DATA FOR THE TASK Block Start
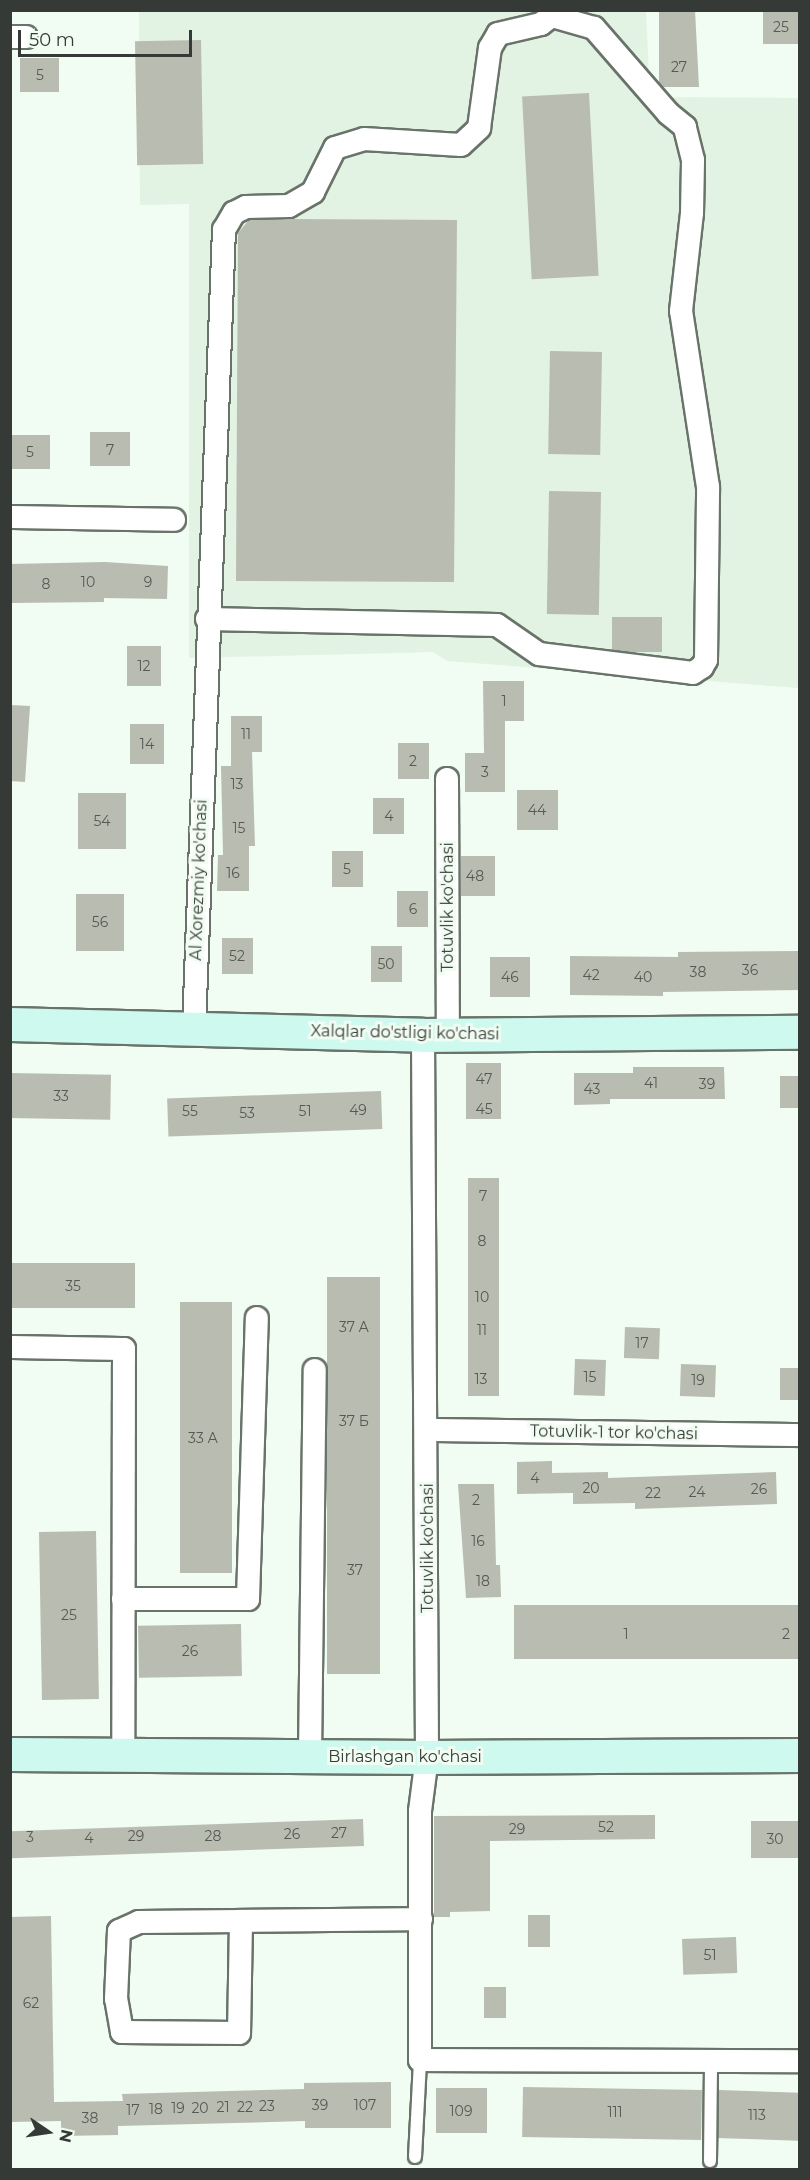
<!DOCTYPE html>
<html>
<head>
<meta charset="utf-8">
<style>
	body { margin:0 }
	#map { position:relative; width:810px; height:2180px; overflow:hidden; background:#f1fcf2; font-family:Montserrat,sans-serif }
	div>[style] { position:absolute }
	.built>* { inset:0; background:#e2f2e3 }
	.building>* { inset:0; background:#b9bcb0; transform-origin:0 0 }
	.roads { filter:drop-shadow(2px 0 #69736a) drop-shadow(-2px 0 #69736a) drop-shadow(0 2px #69736a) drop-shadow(0 -2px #69736a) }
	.lane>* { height:12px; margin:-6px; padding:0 6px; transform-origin:6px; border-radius:6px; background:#fff }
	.street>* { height:22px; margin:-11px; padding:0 11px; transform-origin:11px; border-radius:11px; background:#fff }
	.secondary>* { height:33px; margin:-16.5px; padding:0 16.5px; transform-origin:16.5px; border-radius:16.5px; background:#cdf9ee }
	span { translate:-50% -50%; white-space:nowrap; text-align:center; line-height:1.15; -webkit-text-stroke:6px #f1fcf2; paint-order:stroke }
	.number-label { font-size:14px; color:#575a54 }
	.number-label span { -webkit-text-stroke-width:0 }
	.street-label { font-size:16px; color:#363a36 }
	.frame { position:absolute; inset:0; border:12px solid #363a36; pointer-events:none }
	.north { position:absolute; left:18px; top:2102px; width:60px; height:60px; -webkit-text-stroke:4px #f1fcf2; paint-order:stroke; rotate:103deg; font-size:16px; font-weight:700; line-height:24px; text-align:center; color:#363a36 }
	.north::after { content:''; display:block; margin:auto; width:21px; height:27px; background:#363a36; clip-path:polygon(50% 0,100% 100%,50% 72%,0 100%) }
	.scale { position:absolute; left:18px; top:30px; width:174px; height:27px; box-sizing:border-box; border:3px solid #363a36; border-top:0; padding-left:8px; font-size:18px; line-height:21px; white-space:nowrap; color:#363a36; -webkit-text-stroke:4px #f1fcf2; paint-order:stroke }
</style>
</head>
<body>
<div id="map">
	<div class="built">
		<div style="clip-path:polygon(139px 11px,646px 11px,650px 97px,799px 98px,799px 688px,447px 661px,433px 652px,189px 658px,189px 204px,140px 205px)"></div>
	</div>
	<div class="building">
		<div style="clip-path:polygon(659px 10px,695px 10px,699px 87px,663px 87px,659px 82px)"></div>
		<div style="left:763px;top:10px;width:37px;height:34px"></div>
		<div style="left:201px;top:40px;width:124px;height:66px;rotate:89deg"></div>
		<div style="left:20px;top:58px;width:39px;height:34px"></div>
		<div style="left:589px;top:93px;width:183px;height:67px;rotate:87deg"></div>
		<div style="clip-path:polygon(290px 219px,457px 220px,454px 582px,236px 581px,238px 233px,249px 220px)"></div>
		<div style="left:550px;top:351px;width:52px;height:103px;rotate:1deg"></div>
		<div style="left:130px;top:432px;width:34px;height:40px;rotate:90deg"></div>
		<div style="left:10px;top:435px;width:40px;height:34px"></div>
		<div style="left:549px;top:491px;width:52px;height:123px;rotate:1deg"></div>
		<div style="clip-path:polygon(105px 562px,168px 566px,167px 599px,104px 598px,104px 602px,10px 603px,10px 564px)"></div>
		<div style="left:662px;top:617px;width:35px;height:50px;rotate:90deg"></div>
		<div style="left:127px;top:646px;width:34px;height:40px"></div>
		<div style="clip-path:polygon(483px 681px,524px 681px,524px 721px,505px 721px,505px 792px,465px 792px,465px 753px,484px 753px)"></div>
		<div style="clip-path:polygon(10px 705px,30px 706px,25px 782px,10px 781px)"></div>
		<div style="clip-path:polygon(231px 716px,262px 716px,262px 752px,252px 752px,255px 846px,249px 846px,249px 891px,217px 891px,218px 855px,223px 855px,221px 766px,231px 766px)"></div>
		<div style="left:130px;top:724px;width:34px;height:40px"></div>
		<div style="left:398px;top:743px;width:31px;height:36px"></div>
		<div style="left:517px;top:790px;width:41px;height:40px"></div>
		<div style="left:78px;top:793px;width:48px;height:56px"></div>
		<div style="left:373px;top:798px;width:31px;height:36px"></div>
		<div style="left:363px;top:851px;width:36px;height:31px;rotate:90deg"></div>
		<div style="left:461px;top:856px;width:34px;height:40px"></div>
		<div style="left:397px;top:891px;width:31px;height:36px"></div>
		<div style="left:76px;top:894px;width:48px;height:57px"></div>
		<div style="left:222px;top:938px;width:31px;height:36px"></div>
		<div style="left:371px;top:946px;width:31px;height:36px"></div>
		<div style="clip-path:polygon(800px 951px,800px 990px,663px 992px,663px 996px,570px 995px,570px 956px,678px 957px,678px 952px)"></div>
		<div style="left:490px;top:957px;width:40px;height:40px"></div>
		<div style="left:501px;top:1063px;width:56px;height:35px;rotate:90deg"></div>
		<div style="clip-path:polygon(633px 1067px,724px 1067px,725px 1099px,610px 1099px,610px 1104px,574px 1105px,574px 1073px,633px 1073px)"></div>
		<div style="left:10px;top:1073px;width:101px;height:45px;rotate:1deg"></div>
		<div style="left:780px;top:1076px;width:20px;height:32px"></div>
		<div style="left:381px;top:1091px;width:38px;height:214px;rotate:88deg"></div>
		<div style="left:468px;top:1178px;width:31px;height:218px"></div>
		<div style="left:10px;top:1263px;width:125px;height:45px"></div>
		<div style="left:327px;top:1277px;width:53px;height:397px"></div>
		<div style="left:180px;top:1302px;width:52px;height:271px"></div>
		<div style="left:625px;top:1327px;width:35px;height:31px;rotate:2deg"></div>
		<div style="left:575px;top:1359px;width:31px;height:36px;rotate:2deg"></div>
		<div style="left:681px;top:1364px;width:35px;height:32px;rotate:2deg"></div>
		<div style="left:780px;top:1368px;width:20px;height:32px"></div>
		<div style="clip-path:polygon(552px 1461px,552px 1473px,608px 1472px,608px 1478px,776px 1472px,777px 1504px,635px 1509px,635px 1503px,573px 1504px,573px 1493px,517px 1494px,517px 1462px)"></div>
		<div style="clip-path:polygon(458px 1484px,494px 1484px,496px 1565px,500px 1565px,501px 1597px,466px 1598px)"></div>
		<div style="left:96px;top:1531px;width:168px;height:57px;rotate:89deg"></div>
		<div style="left:514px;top:1605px;width:286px;height:54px"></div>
		<div style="left:241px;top:1624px;width:52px;height:103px;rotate:89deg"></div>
		<div style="clip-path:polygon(655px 1815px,655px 1839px,490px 1841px,490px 1911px,450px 1912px,450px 1917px,434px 1917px,434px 1816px)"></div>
		<div style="left:363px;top:1819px;width:27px;height:353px;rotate:88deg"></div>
		<div style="left:751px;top:1821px;width:49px;height:37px"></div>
		<div style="left:528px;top:1915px;width:22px;height:32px"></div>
		<div style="clip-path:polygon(51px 1916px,54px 2102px,123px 2101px,122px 2094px,304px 2089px,304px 2083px,391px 2082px,391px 2128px,305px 2128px,305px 2121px,234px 2123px,118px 2126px,118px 2135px,61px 2136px,61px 2121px,11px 2122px,10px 1917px)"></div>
		<div style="left:736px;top:1937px;width:36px;height:54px;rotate:88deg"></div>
		<div style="left:484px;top:1987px;width:22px;height:31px"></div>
		<div style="left:523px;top:2087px;width:179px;height:50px;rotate:1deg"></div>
		<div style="left:436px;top:2088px;width:51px;height:45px"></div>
		<div style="left:719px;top:2090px;width:81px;height:48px;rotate:2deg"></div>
	</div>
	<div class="roads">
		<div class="lane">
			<div style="left:415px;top:2157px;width:97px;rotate:-87deg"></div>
			<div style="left:710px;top:2161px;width:101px;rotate:-89.4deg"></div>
		</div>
		<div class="street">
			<div style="left:10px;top:37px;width:16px"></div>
			<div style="left:10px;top:517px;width:164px;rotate:1deg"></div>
			<div style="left:207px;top:619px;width:290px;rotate:1.2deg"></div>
			<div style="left:497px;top:625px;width:51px;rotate:34.6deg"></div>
			<div style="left:539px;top:654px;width:155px;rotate:7deg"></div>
			<div style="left:693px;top:673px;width:11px;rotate:-34deg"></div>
			<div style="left:702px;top:667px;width:8px;rotate:-60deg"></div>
			<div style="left:706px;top:660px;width:173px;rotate:-89.3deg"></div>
			<div style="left:708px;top:487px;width:178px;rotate:-98.7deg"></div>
			<div style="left:681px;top:311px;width:99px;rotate:-83.6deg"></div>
			<div style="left:692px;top:213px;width:53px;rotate:-88.9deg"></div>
			<div style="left:693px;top:160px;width:34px;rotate:-104deg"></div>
			<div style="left:685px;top:127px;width:22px;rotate:-141deg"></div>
			<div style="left:668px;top:113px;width:113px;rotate:-131deg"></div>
			<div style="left:594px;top:28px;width:40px;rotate:-164deg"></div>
			<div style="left:447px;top:779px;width:256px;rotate:89.8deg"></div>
			<div style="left:194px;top:1028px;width:799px;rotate:-87.85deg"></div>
			<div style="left:224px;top:230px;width:20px;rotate:-60deg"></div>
			<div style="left:234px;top:213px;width:13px;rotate:-27deg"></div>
			<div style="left:246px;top:207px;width:43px;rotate:-1.3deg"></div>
			<div style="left:289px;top:206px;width:28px;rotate:-30deg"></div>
			<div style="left:313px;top:192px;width:49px;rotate:-63.4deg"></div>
			<div style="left:335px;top:148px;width:30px;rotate:-17deg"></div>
			<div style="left:364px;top:139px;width:97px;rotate:3.5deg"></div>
			<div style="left:461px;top:145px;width:25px;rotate:-43deg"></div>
			<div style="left:479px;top:128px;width:81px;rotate:-82.2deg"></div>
			<div style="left:490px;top:48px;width:16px;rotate:-60deg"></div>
			<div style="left:498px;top:34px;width:44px;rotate:-13.1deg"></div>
			<div style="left:541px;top:24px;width:23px;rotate:-38deg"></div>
			<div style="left:423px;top:1035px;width:722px;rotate:89.68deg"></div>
			<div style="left:427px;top:1757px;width:54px;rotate:97.4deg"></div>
			<div style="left:420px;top:1811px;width:249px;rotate:90deg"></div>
			<div style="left:420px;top:2060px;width:380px;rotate:0.2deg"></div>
			<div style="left:10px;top:1347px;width:114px;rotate:1deg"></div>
			<div style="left:124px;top:1349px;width:405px;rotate:90.1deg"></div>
			<div style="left:428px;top:1430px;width:372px;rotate:0.8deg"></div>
			<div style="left:123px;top:1599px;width:125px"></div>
			<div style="left:248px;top:1599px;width:281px;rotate:-88.2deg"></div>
			<div style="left:310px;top:1756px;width:386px;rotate:-89.3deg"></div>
			<div style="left:241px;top:1921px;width:112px;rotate:91deg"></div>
			<div style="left:239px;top:2033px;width:117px;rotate:-179.5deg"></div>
			<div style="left:122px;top:2032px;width:34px;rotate:-100deg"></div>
			<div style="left:116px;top:1999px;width:68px;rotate:-87.5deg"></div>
			<div style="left:119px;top:1931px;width:22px;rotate:-24deg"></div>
			<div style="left:139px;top:1922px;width:102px;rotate:-0.6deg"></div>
			<div style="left:241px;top:1921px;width:180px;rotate:-0.6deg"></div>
		</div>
		<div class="secondary">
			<div style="left:10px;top:1024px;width:413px;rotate:1.5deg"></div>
			<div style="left:423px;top:1035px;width:377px;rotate:-0.5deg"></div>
			<div style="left:10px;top:1754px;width:417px;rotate:0.4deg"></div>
			<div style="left:427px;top:1757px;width:373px;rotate:-0.3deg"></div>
		</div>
	</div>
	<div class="number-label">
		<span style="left:781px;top:27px">25</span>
		<span style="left:679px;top:67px">27</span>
		<span style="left:40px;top:75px">5</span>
		<span style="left:110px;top:450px">7</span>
		<span style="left:30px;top:452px">5</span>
		<span style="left:88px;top:582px">10</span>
		<span style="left:148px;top:582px">9</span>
		<span style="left:46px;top:584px">8</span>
		<span style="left:144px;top:666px">12</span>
		<span style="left:504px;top:701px">1</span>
		<span style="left:246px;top:734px">11</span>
		<span style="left:147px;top:744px">14</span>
		<span style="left:413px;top:761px">2</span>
		<span style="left:485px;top:772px">3</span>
		<span style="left:237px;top:784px">13</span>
		<span style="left:537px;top:810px">44</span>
		<span style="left:389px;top:816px">4</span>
		<span style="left:102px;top:821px">54</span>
		<span style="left:239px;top:828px">15</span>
		<span style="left:347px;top:869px">5</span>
		<span style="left:233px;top:873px">16</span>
		<span style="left:475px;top:876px">48</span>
		<span style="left:413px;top:909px">6</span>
		<span style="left:100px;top:922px">56</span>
		<span style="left:237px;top:956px">52</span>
		<span style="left:386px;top:964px">50</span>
		<span style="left:750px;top:970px">36</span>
		<span style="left:698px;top:972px">38</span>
		<span style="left:591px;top:975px">42</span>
		<span style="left:510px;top:977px">46</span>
		<span style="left:643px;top:977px">40</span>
		<span style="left:484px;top:1079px">47</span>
		<span style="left:651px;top:1083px">41</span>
		<span style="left:707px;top:1084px">39</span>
		<span style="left:592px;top:1089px">43</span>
		<span style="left:61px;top:1096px">33</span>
		<span style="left:484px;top:1109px">45</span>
		<span style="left:358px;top:1110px">49</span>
		<span style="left:190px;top:1111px">55</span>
		<span style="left:305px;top:1111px">51</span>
		<span style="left:247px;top:1113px">53</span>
		<span style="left:483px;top:1196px">7</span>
		<span style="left:482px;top:1241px">8</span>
		<span style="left:73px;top:1286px">35</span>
		<span style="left:482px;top:1297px">10</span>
		<span style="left:354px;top:1327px">37 А</span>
		<span style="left:482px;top:1330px">11</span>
		<span style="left:642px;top:1343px">17</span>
		<span style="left:590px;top:1377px">15</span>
		<span style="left:481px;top:1379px">13</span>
		<span style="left:698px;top:1380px">19</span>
		<span style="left:354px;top:1421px">37 Б</span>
		<span style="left:203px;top:1438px">33 А</span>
		<span style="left:535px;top:1478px">4</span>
		<span style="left:591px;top:1488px">20</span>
		<span style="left:759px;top:1489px">26</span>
		<span style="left:697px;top:1492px">24</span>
		<span style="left:653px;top:1493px">22</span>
		<span style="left:476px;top:1500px">2</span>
		<span style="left:478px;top:1541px">16</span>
		<span style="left:355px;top:1570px">37</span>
		<span style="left:483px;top:1581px">18</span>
		<span style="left:69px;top:1615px">25</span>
		<span style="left:626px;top:1634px">1</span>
		<span style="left:786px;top:1634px">2</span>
		<span style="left:190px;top:1651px">26</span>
		<span style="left:606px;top:1827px">52</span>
		<span style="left:517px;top:1829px">29</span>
		<span style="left:339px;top:1833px">27</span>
		<span style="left:292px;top:1834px">26</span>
		<span style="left:136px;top:1836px">29</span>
		<span style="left:213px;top:1836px">28</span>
		<span style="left:30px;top:1837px">3</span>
		<span style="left:89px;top:1838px">4</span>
		<span style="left:775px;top:1839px">30</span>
		<span style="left:710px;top:1955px">51</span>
		<span style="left:31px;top:2003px">62</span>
		<span style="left:320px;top:2105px">39</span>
		<span style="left:365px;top:2105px">107</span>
		<span style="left:267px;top:2106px">23</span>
		<span style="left:223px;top:2107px">21</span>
		<span style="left:245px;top:2107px">22</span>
		<span style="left:178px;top:2108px">19</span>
		<span style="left:200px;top:2108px">20</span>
		<span style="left:156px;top:2109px">18</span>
		<span style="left:133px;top:2110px">17</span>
		<span style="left:461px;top:2111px">109</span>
		<span style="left:615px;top:2112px">111</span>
		<span style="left:757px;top:2115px">113</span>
		<span style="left:90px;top:2118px">38</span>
	</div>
	<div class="street-label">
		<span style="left:199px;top:880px;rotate:-88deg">Al Xorezmiy ko'chasi</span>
		<span style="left:448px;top:907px;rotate:-90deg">Totuvlik ko'chasi</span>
		<span style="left:405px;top:1033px;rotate:1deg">Xalqlar do'stligi ko'chasi</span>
		<span style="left:614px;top:1433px;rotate:1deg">Totuvlik-1 tor ko'chasi</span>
		<span style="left:428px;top:1548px;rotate:-90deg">Totuvlik ko'chasi</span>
		<span style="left:405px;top:1757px">Birlashgan ko'chasi</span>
	</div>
	<div class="frame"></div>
	<div class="north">N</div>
	<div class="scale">50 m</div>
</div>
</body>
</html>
DATA FOR THE TASK Block End
# ABOUT THIS TASK
Only the lines from the start of the records through the line containing "position:relative; width:810px; height:2180px;" should be repeated, word for word, with the pictures left out.

# EXPECTED ANSWER
<!DOCTYPE html>
<html>
<head>
<meta charset="utf-8">
<style>
	body { margin:0 }
	#map { position:relative; width:810px; height:2180px; overflow:hidden; background:#f1fcf2; font-family:Montserrat,sans-serif }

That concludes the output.